There are no configuration steps required for setting up backups. NetQ snapshots occur automatically.

There are several use-cases in which restoring from a snapshot may be warranted. These include:

  • Upgrading the physical server to increase available resources.
  • Migrating from one physical server to another.
  • NetQ Telemetry Server becomes unavailable.

Backup Locations

Backup snapshots can be found in two file locations on the NetQ Telemetry Server:

  • /var/log/backup: The latest, or master, snapshot.
  • /var/backup: Directory of previous snapshots.

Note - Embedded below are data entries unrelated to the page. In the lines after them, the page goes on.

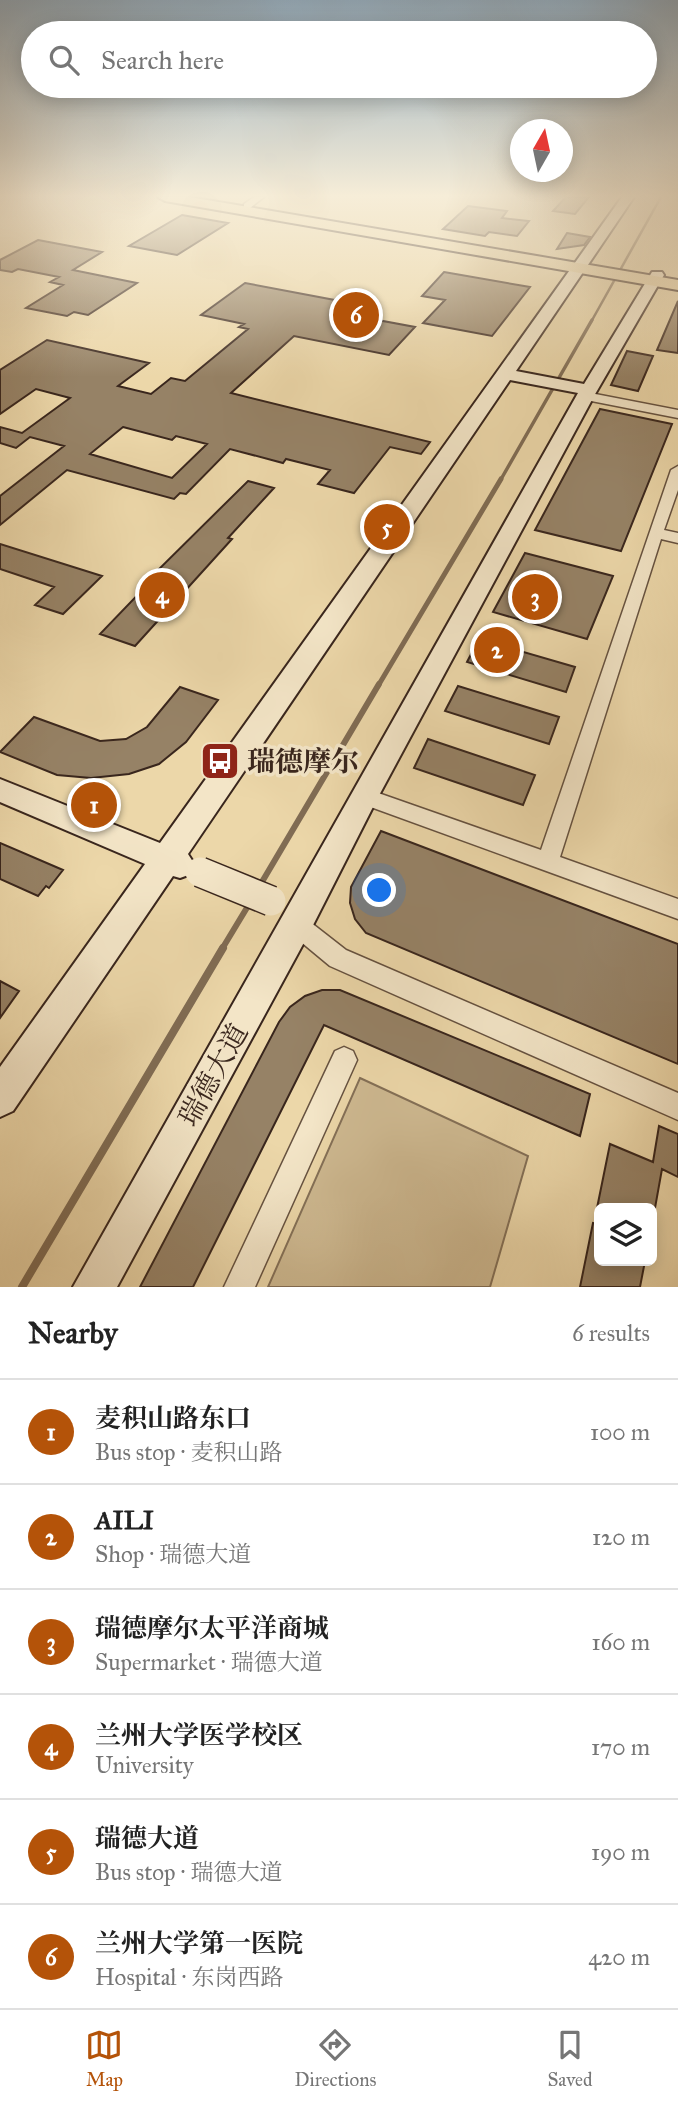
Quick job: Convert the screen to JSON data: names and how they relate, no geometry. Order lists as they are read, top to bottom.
{
  "streets": {
    "street": ["瑞德大道"]
  },
  "places": {
    "bus stop": ["瑞德摩尔"]
  },
  "north": "top",
  "page": {
    "search": "Search here",
    "pins": [
      "6",
      "5",
      "4",
      "3",
      "2",
      "1"
    ],
    "heading": ["Nearby", "6 results"],
    "list": [
      {
        "mark": "1",
        "name": "麦积山路东口",
        "note": "Bus stop · 麦积山路",
        "value": "100 m"
      },
      {
        "mark": "2",
        "name": "AILI",
        "note": "Shop · 瑞德大道",
        "value": "120 m"
      },
      {
        "mark": "3",
        "name": "瑞德摩尔太平洋商城",
        "note": "Supermarket · 瑞德大道",
        "value": "160 m"
      },
      {
        "mark": "4",
        "name": "兰州大学医学校区",
        "note": "University",
        "value": "170 m"
      },
      {
        "mark": "5",
        "name": "瑞德大道",
        "note": "Bus stop · 瑞德大道",
        "value": "190 m"
      },
      {
        "mark": "6",
        "name": "兰州大学第一医院",
        "note": "Hospital · 东岗西路",
        "value": "420 m"
      }
    ],
    "nav": ["Map", "Directions", "Saved"]
  }
}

Restore NetQ from a Snapshot

To restore the NetQ Telemetry Server from a snapshot:

  1. Extract the GZip snapshot you wish to restore into a file called appendonly.aof. The example command below uses the master snapshot:

    root@cumulus:~# gzip -d < /var/backup/appendonly.aof_master_2017-06-06_054601.gz > appendonly.aof
    

    The snapshot filename has several parts:

    • appendonly.aof: The base file name.
    • _master_: Defines this file as the current master snapshot.
    • 2017-06-06_054601: The date and time the snapshot was taken.
  2. Shutdown the NetQ stack:

    root@cumulus:~# sudo systemctl stop netq-appliance
    
  3. Copy the extracted appendonly.aof file into the data directory:

    root@cumulus:~# cp appendonly.aof /mnt/data/redis/master/appendonly.aof
    
  4. Use the grep command to confirm the Redis configuration is still set correctly:

    root@cumulus:~# grep appendonly /etc/cts/redis/\*conf
    /etc/cts/redis/redis.conf:appendonly yes
    /etc/cts/redis/redis.conf:appendfilename "appendonly.aof"
    root@cumulus:~# grep 'save ""' /etc/cts/redis/\*conf
    /etc/cts/redis/redis.conf:save ""
    
  5. Restart the NetQ Stack:

    root@cumulus:~# sudo systemctl start netq-appliance
    

Upgrade NetQ

This section covers the process for upgrading NetQ. The upgrade process involves upgrading each of the NetQ components (the NetQ Telemetry Server and NetQ Agents on Cumulus Linux switches and hosts running other Linux operating systems), and then connecting the upgraded NetQ Telemetry Server to the network.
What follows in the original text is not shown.